Complementing this reception, we hosted a roundtable on peace research on Wednesday, with four great introductions – by Christian Davenport, Glenn Palmer, Michael Brzozka and Ole Wæver. Under the title ‘Is there a political agenda in Peace Resarch?’, the discussion highlighted considerable differences in what peace research is about, and where it should aim. The standard self-identification is that peace research, while committed to the highest disciplinary standards, is driven by a unique moral commitment. This was questioned. So was the attempt to define peace research as a thing apart, be that by drawing boundaries that distinguishes it as a discipline, or by defining a core that is particular to peace research. Some suggested that the best contributions of peace research have - over time – been adopted in IR, security studies and other areas. Peace research, it was suggested, has served to cultivate – and to incubate - the new ideas, directions and approaches that come to characterize the study of war and peace more generally. That way, we move from defending the boundaries towards offensively imposing ourselves on the larger academic world. That seems to me a very worthwhile vision.

Most of you here know PRIO. As one good colleague remarked earlier today, it seems remarkable how everybody that does interesting work on peace and conflict seem to be passing through Oslo and PRIO. Let me mention a couple of current highlights:
* You know our two journals, the Journal of Peace Research and Security Dialogue. In 2009, both of them were on the top ten list of IR journals – ranked by the 2 years impact factor.
* In 2011, one of our main efforts will be the launching of a research school in peace and conflict studies, in collaboration with the University of Oslo and the Norwegian University of Science and Technology, which will be educating the new generation of scholars in this area. Twelve students have been accepted, we have the official launch on 11 April.
* Then, there are certain things you cannot say yourself. In the almost fresh off the press International Studies Encyclopedia, published jointly by ISA and Blackwell, there is an entry on ‘Peace Research’, written by Carolyn Stephenson. It has a list of institutions at the end. In the entry on our institute, it is suggested that PRIO is ‘probably the world’s premier peace research institute’. No wonder we are so fond of ISA.
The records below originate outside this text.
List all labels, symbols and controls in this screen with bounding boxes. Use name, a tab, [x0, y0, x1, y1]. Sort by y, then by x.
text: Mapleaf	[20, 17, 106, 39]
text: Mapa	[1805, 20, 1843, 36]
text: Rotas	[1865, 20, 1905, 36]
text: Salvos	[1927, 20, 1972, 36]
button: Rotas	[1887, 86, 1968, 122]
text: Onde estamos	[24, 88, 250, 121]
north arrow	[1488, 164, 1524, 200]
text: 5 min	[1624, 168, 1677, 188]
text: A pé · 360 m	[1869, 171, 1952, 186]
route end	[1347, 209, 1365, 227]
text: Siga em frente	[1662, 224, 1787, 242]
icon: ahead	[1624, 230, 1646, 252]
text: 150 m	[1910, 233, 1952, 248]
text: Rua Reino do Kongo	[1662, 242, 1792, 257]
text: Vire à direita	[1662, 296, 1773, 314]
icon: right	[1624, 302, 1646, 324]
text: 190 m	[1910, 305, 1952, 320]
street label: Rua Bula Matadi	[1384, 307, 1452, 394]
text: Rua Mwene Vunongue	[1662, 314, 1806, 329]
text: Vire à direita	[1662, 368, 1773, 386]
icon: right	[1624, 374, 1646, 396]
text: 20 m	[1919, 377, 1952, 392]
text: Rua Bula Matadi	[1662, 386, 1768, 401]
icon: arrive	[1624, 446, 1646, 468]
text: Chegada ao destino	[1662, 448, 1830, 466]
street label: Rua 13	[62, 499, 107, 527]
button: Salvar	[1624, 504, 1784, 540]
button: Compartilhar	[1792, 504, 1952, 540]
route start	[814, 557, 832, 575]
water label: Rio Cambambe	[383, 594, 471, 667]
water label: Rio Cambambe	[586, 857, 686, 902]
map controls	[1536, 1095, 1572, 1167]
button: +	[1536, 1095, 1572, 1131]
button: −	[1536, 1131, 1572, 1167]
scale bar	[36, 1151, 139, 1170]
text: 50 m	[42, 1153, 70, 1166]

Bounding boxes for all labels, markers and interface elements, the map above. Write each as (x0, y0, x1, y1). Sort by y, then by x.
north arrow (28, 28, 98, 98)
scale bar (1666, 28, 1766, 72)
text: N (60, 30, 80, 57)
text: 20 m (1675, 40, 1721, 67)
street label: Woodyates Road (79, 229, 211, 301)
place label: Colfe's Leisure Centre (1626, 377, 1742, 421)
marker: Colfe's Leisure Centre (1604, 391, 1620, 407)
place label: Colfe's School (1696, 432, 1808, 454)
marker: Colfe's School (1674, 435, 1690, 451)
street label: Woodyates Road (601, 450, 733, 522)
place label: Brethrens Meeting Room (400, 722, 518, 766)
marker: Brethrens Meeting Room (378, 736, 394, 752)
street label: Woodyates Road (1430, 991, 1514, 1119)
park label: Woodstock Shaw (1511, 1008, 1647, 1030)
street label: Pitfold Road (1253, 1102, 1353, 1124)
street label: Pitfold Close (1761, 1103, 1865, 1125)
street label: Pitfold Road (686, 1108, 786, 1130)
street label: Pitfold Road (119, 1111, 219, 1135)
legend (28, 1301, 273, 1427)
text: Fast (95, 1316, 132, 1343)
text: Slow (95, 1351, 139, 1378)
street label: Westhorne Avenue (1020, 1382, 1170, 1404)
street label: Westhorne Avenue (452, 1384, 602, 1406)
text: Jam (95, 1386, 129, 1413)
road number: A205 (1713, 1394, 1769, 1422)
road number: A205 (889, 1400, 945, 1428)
As we are reminded, even as we engage intellectually here in Montreal, the real world is in motion. The implementation of a non-fly zone over Libya shall be interesting to follow, and may prove no less monumental than the interventions in Afghanistan and Iraq. Other countries in the Middle East have seen non-violent protest movements, in no large measure attributed to the influence of Gene Sharp, who in fact spent the end of the 1950s – overseeing the birth of PRIO – in Oslo. Sharp still cites the non-violent protests of the Norwegian teachers during World War II as a prime source of inspiration. An emergent body of research suggests that protest movements who adopt non-violent tactics have generally been more successful than those that use violence. I am glad that we already last year assembled a team to work on the outcomes for protest movements that choose non-violent tactics.

And non-violent it shall remain here tonight. Stay on, have a good time. Let me propose a toast to ISA, to PRIO, and to the relationship between the two. Let me also include, in that toast, each and every one of you!